4. Citing a clip from a CNBC broadcast shown below, during which Google chief executive Eric Schmidt discussed online privacy, During the interview, Google chief executive Eric Schmidt was asked: "People are treating Google like their most trusted friend...should they be?" It was Schmidt's answer that motivated Dotzler to show users how to drop Google, Firefox's default search engine, for rival Bing.

"IF YOU HAVE SOMETHING THAT YOU DON'T WANT ANYONE TO KNOW, MAYBE YOU SHOULDN'T BE DOING IT IN THE FIRST PLACE," SCHMIDT TOLD CNBC. "IF YOU REALLY NEED THAT KIND OF PRIVACY, THE REALITY IS THAT SEARCH ENGINES, INCLUDING GOOGLE, DO RETAIN THIS INFORMATION FOR SOME TIME AND IT'S IMPORTANT, FOR EXAMPLE, THAT WE ARE ALL SUBJECT IN THE UNITED STATES TO THE PATRIOT ACT AND IT IS POSSIBLE THAT ALL THAT INFORMATION COULD BE MADE AVAILABLE TO THE AUTHORITIES," ADDED SCHMIDT.

5. Asa Dotzler, Mozilla's director of community development, then on provided a link to the Firefox extension that adds Bing to Firefox's search engine list.

6. Google chief executive Eric Schmidt would be now trying to undo his statement in some form but the arrow has been shot….and the dent on the google is seen……so googler’s Be ware now on!!!!!!

7. Thanks http://www.computerworld.com

Thursday, November 26, 2009

LAPTOP Face Recognition falls FLAT!!!!

1. Now this is one interesting thing to read.All those claims by Saif Ali Khan in his ad promoting one company for face recognition feature introduction had made its way out of the IT World.....well....so it seems!!!!read ON.........

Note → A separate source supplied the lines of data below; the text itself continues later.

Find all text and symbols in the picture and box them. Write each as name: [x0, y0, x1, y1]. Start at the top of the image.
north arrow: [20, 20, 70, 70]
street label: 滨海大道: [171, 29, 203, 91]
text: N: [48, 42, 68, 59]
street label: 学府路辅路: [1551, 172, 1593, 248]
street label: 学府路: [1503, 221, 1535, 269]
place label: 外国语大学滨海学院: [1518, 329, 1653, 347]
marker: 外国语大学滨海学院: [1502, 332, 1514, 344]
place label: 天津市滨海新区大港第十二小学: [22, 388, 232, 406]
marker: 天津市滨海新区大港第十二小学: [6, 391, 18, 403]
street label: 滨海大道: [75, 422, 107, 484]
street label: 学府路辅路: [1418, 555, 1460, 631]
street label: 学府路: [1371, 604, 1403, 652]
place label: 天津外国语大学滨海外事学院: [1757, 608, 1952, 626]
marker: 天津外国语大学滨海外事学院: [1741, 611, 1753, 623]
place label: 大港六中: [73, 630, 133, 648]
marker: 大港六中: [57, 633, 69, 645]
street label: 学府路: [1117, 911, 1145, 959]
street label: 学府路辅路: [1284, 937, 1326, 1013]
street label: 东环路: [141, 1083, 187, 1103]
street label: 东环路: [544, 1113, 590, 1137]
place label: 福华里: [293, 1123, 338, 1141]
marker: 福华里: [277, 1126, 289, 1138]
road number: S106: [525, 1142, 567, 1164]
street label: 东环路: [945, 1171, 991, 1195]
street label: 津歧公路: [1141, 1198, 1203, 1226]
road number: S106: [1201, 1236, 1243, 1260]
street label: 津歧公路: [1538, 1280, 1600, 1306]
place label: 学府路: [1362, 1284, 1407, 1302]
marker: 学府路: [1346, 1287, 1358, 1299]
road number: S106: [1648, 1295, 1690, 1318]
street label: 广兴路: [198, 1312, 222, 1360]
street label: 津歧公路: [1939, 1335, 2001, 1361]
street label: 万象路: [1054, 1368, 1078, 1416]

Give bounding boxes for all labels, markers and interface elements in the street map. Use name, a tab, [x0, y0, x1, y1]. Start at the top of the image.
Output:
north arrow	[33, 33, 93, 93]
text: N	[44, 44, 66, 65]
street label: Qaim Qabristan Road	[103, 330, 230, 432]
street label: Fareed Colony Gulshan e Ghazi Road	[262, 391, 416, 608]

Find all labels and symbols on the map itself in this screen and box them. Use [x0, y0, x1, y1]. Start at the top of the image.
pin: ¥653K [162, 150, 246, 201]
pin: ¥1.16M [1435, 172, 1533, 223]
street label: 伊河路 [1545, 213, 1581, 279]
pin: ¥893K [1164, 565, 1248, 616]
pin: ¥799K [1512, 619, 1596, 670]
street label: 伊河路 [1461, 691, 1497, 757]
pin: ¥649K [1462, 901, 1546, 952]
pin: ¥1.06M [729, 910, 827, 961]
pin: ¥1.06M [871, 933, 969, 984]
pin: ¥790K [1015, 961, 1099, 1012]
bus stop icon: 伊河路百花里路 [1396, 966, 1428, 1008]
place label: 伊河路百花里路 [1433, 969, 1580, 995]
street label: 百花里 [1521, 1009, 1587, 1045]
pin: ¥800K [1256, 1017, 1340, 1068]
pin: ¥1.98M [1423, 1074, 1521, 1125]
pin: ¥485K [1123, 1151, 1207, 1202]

2. Experts from Bkis Internet Security in Vietnam have proven how easy it is to defeat this.In front of technology experts, authors and press representatives from different countries participating in an internet security conference, Bkis experts demonstrated the vulnerabilities in Face recognition function on Asus, Lenovo and Toshiba laptops. Even when set at the highest security level, the laptop could not prevent Bkis expert Mr Nguyen Minh Duc from breaking into the system. With some technical tricks, Duc in turn logged onto Asus, Lenovo and Toshiba computer at the amazement and continuous applause from the audience. Everyone was really surprised to see how a famous and trusted security technique could be broken so easily.A Pic is shown below from actual demo loc.In some cases,even the owners of Facebook profile photo could be printed and used.


3. What the researchers found is that the technology just isn't that hard to fool. Even photographs that have previously been digitized and distributed, like those on Web pages or transmitted through videophone conversations, will do the job.The model exploits the flaw in image processing. In other words, it uses a photo of a person instead of his/her real face. It works because the algorithms will process in effect digital information.Provided those conditions, an attacker might take some photos of one user within the system, perform some image editing, regenerate “special pictures” and penetrate into the system.

4. Now the worry point is that Biometric data, including facial recognition, is increasingly being built into passports, drivers licenses and other forms of ID. Australia and Germany both use facial recognition to control access and determine identity at border crossings, and the U.S. and other countries are moving in that direction. So....ab kya hogaaaa?